● WORK TO COMPLETE
Extract all data as written.

● DATA LISTING
━━━━

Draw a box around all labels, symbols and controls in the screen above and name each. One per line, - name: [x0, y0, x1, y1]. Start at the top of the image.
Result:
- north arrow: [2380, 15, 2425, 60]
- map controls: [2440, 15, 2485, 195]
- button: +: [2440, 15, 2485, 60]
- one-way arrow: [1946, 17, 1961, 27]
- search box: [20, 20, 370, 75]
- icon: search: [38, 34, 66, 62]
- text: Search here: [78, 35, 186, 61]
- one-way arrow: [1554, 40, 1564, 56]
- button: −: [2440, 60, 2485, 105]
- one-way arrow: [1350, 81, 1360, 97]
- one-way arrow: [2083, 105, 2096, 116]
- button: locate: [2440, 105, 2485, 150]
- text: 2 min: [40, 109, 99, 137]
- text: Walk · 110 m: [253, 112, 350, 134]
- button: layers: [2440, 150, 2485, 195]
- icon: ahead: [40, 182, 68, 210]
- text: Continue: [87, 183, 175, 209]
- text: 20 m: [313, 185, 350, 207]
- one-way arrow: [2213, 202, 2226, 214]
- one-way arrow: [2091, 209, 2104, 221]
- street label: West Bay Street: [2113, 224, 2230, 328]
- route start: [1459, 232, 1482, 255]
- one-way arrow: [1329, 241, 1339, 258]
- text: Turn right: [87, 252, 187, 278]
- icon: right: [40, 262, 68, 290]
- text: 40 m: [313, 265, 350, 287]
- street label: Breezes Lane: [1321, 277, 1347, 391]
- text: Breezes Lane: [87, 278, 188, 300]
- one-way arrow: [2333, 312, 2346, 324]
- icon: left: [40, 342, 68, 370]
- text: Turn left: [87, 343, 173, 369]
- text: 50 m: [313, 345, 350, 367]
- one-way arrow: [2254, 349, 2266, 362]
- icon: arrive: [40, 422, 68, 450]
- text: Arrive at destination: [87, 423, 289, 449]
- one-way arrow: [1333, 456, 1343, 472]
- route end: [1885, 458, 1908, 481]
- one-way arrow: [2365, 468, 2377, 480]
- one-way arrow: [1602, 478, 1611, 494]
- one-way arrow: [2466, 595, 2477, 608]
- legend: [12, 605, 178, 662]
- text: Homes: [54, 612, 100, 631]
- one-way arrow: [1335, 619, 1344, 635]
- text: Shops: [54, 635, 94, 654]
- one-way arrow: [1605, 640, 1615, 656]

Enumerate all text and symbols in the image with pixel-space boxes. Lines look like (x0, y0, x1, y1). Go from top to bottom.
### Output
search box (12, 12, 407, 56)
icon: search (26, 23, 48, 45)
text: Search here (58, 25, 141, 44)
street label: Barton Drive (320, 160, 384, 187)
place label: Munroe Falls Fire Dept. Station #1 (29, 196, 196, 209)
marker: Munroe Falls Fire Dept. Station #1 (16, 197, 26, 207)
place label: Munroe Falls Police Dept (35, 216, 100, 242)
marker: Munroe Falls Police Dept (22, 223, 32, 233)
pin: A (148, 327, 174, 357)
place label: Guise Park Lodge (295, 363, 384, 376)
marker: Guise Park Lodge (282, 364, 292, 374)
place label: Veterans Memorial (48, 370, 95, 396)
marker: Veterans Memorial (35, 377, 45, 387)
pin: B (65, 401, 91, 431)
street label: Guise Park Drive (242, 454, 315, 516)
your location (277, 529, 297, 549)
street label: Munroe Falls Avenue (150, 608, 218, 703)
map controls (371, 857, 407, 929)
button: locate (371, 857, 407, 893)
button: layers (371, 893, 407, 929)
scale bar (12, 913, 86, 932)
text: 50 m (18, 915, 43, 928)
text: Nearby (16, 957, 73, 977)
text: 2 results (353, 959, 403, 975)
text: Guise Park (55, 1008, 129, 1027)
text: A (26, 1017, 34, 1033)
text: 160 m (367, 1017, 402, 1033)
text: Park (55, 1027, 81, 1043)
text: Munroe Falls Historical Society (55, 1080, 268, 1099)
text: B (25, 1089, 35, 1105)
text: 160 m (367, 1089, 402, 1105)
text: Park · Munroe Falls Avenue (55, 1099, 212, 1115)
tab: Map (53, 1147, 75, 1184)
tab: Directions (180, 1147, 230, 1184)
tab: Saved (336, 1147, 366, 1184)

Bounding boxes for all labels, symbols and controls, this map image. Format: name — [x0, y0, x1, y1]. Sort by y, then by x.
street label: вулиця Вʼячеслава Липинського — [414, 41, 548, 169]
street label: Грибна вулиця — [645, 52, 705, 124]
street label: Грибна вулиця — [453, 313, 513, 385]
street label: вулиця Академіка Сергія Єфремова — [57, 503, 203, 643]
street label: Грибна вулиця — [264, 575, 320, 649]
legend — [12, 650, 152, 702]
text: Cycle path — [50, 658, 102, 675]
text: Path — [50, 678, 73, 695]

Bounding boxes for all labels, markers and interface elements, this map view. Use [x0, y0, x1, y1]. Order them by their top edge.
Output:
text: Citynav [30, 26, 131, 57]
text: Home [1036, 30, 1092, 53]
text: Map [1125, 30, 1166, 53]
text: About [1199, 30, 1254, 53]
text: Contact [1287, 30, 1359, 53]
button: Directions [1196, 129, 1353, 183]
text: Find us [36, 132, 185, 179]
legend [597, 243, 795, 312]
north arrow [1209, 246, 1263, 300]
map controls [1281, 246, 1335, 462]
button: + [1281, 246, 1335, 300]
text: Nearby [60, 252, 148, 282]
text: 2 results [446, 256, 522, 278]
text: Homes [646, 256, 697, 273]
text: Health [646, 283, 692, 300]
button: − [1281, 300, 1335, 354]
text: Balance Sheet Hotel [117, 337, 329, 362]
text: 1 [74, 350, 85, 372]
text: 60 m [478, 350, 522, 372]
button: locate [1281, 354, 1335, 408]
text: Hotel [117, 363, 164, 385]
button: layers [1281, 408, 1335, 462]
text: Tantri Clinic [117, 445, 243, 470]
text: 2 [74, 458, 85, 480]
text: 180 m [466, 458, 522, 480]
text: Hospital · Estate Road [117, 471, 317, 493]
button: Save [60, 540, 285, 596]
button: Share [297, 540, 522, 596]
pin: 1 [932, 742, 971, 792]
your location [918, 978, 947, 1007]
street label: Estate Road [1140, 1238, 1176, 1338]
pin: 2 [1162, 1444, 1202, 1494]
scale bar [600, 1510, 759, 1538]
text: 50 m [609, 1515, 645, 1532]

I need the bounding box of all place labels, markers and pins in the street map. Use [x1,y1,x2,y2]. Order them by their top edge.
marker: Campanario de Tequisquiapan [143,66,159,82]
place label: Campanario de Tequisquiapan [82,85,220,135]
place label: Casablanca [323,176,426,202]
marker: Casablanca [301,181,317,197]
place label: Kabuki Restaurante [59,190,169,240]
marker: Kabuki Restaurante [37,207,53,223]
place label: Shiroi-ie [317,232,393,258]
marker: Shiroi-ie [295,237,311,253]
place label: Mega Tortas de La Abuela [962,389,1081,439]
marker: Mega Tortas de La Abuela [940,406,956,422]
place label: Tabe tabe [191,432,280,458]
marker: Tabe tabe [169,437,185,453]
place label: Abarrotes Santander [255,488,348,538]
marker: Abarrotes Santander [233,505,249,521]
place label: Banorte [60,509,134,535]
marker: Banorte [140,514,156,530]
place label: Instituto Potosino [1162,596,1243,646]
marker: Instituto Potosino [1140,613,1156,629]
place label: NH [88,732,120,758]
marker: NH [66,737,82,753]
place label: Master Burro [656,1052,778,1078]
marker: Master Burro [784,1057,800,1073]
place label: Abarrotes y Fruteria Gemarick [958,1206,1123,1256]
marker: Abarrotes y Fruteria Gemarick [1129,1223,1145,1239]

━━━━

● ANSWER SPACE
Draw a box around all labels, symbols and controls in the screen above and name each. One per line, - name: [x0, y0, x1, y1]. Start at the top of the image.
Result:
- north arrow: [2380, 15, 2425, 60]
- map controls: [2440, 15, 2485, 195]
- button: +: [2440, 15, 2485, 60]
- one-way arrow: [1946, 17, 1961, 27]
- search box: [20, 20, 370, 75]
- icon: search: [38, 34, 66, 62]
- text: Search here: [78, 35, 186, 61]
- one-way arrow: [1554, 40, 1564, 56]
- button: −: [2440, 60, 2485, 105]
- one-way arrow: [1350, 81, 1360, 97]
- one-way arrow: [2083, 105, 2096, 116]
- button: locate: [2440, 105, 2485, 150]
- text: 2 min: [40, 109, 99, 137]
- text: Walk · 110 m: [253, 112, 350, 134]
- button: layers: [2440, 150, 2485, 195]
- icon: ahead: [40, 182, 68, 210]
- text: Continue: [87, 183, 175, 209]
- text: 20 m: [313, 185, 350, 207]
- one-way arrow: [2213, 202, 2226, 214]
- one-way arrow: [2091, 209, 2104, 221]
- street label: West Bay Street: [2113, 224, 2230, 328]
- route start: [1459, 232, 1482, 255]
- one-way arrow: [1329, 241, 1339, 258]
- text: Turn right: [87, 252, 187, 278]
- icon: right: [40, 262, 68, 290]
- text: 40 m: [313, 265, 350, 287]
- street label: Breezes Lane: [1321, 277, 1347, 391]
- text: Breezes Lane: [87, 278, 188, 300]
- one-way arrow: [2333, 312, 2346, 324]
- icon: left: [40, 342, 68, 370]
- text: Turn left: [87, 343, 173, 369]
- text: 50 m: [313, 345, 350, 367]
- one-way arrow: [2254, 349, 2266, 362]
- icon: arrive: [40, 422, 68, 450]
- text: Arrive at destination: [87, 423, 289, 449]
- one-way arrow: [1333, 456, 1343, 472]
- route end: [1885, 458, 1908, 481]
- one-way arrow: [2365, 468, 2377, 480]
- one-way arrow: [1602, 478, 1611, 494]
- one-way arrow: [2466, 595, 2477, 608]
- legend: [12, 605, 178, 662]
- text: Homes: [54, 612, 100, 631]
- one-way arrow: [1335, 619, 1344, 635]
- text: Shops: [54, 635, 94, 654]
- one-way arrow: [1605, 640, 1615, 656]

Enumerate all text and symbols in the image with pixel-space boxes. Lines look like (x0, y0, x1, y1). Go from top to bottom.
### Output
search box (12, 12, 407, 56)
icon: search (26, 23, 48, 45)
text: Search here (58, 25, 141, 44)
street label: Barton Drive (320, 160, 384, 187)
place label: Munroe Falls Fire Dept. Station #1 (29, 196, 196, 209)
marker: Munroe Falls Fire Dept. Station #1 (16, 197, 26, 207)
place label: Munroe Falls Police Dept (35, 216, 100, 242)
marker: Munroe Falls Police Dept (22, 223, 32, 233)
pin: A (148, 327, 174, 357)
place label: Guise Park Lodge (295, 363, 384, 376)
marker: Guise Park Lodge (282, 364, 292, 374)
place label: Veterans Memorial (48, 370, 95, 396)
marker: Veterans Memorial (35, 377, 45, 387)
pin: B (65, 401, 91, 431)
street label: Guise Park Drive (242, 454, 315, 516)
your location (277, 529, 297, 549)
street label: Munroe Falls Avenue (150, 608, 218, 703)
map controls (371, 857, 407, 929)
button: locate (371, 857, 407, 893)
button: layers (371, 893, 407, 929)
scale bar (12, 913, 86, 932)
text: 50 m (18, 915, 43, 928)
text: Nearby (16, 957, 73, 977)
text: 2 results (353, 959, 403, 975)
text: Guise Park (55, 1008, 129, 1027)
text: A (26, 1017, 34, 1033)
text: 160 m (367, 1017, 402, 1033)
text: Park (55, 1027, 81, 1043)
text: Munroe Falls Historical Society (55, 1080, 268, 1099)
text: B (25, 1089, 35, 1105)
text: 160 m (367, 1089, 402, 1105)
text: Park · Munroe Falls Avenue (55, 1099, 212, 1115)
tab: Map (53, 1147, 75, 1184)
tab: Directions (180, 1147, 230, 1184)
tab: Saved (336, 1147, 366, 1184)

Bounding boxes for all labels, symbols and controls, this map image. Format: name — [x0, y0, x1, y1]. Sort by y, then by x.
street label: вулиця Вʼячеслава Липинського — [414, 41, 548, 169]
street label: Грибна вулиця — [645, 52, 705, 124]
street label: Грибна вулиця — [453, 313, 513, 385]
street label: вулиця Академіка Сергія Єфремова — [57, 503, 203, 643]
street label: Грибна вулиця — [264, 575, 320, 649]
legend — [12, 650, 152, 702]
text: Cycle path — [50, 658, 102, 675]
text: Path — [50, 678, 73, 695]

Bounding boxes for all labels, markers and interface elements, this map view. Use [x0, y0, x1, y1]. Order them by their top edge.
Output:
text: Citynav [30, 26, 131, 57]
text: Home [1036, 30, 1092, 53]
text: Map [1125, 30, 1166, 53]
text: About [1199, 30, 1254, 53]
text: Contact [1287, 30, 1359, 53]
button: Directions [1196, 129, 1353, 183]
text: Find us [36, 132, 185, 179]
legend [597, 243, 795, 312]
north arrow [1209, 246, 1263, 300]
map controls [1281, 246, 1335, 462]
button: + [1281, 246, 1335, 300]
text: Nearby [60, 252, 148, 282]
text: 2 results [446, 256, 522, 278]
text: Homes [646, 256, 697, 273]
text: Health [646, 283, 692, 300]
button: − [1281, 300, 1335, 354]
text: Balance Sheet Hotel [117, 337, 329, 362]
text: 1 [74, 350, 85, 372]
text: 60 m [478, 350, 522, 372]
button: locate [1281, 354, 1335, 408]
text: Hotel [117, 363, 164, 385]
button: layers [1281, 408, 1335, 462]
text: Tantri Clinic [117, 445, 243, 470]
text: 2 [74, 458, 85, 480]
text: 180 m [466, 458, 522, 480]
text: Hospital · Estate Road [117, 471, 317, 493]
button: Save [60, 540, 285, 596]
button: Share [297, 540, 522, 596]
pin: 1 [932, 742, 971, 792]
your location [918, 978, 947, 1007]
street label: Estate Road [1140, 1238, 1176, 1338]
pin: 2 [1162, 1444, 1202, 1494]
scale bar [600, 1510, 759, 1538]
text: 50 m [609, 1515, 645, 1532]

I need the bounding box of all place labels, markers and pins in the street map. Use [x1,y1,x2,y2]. Order them by their top edge.
marker: Campanario de Tequisquiapan [143,66,159,82]
place label: Campanario de Tequisquiapan [82,85,220,135]
place label: Casablanca [323,176,426,202]
marker: Casablanca [301,181,317,197]
place label: Kabuki Restaurante [59,190,169,240]
marker: Kabuki Restaurante [37,207,53,223]
place label: Shiroi-ie [317,232,393,258]
marker: Shiroi-ie [295,237,311,253]
place label: Mega Tortas de La Abuela [962,389,1081,439]
marker: Mega Tortas de La Abuela [940,406,956,422]
place label: Tabe tabe [191,432,280,458]
marker: Tabe tabe [169,437,185,453]
place label: Abarrotes Santander [255,488,348,538]
marker: Abarrotes Santander [233,505,249,521]
place label: Banorte [60,509,134,535]
marker: Banorte [140,514,156,530]
place label: Instituto Potosino [1162,596,1243,646]
marker: Instituto Potosino [1140,613,1156,629]
place label: NH [88,732,120,758]
marker: NH [66,737,82,753]
place label: Master Burro [656,1052,778,1078]
marker: Master Burro [784,1057,800,1073]
place label: Abarrotes y Fruteria Gemarick [958,1206,1123,1256]
marker: Abarrotes y Fruteria Gemarick [1129,1223,1145,1239]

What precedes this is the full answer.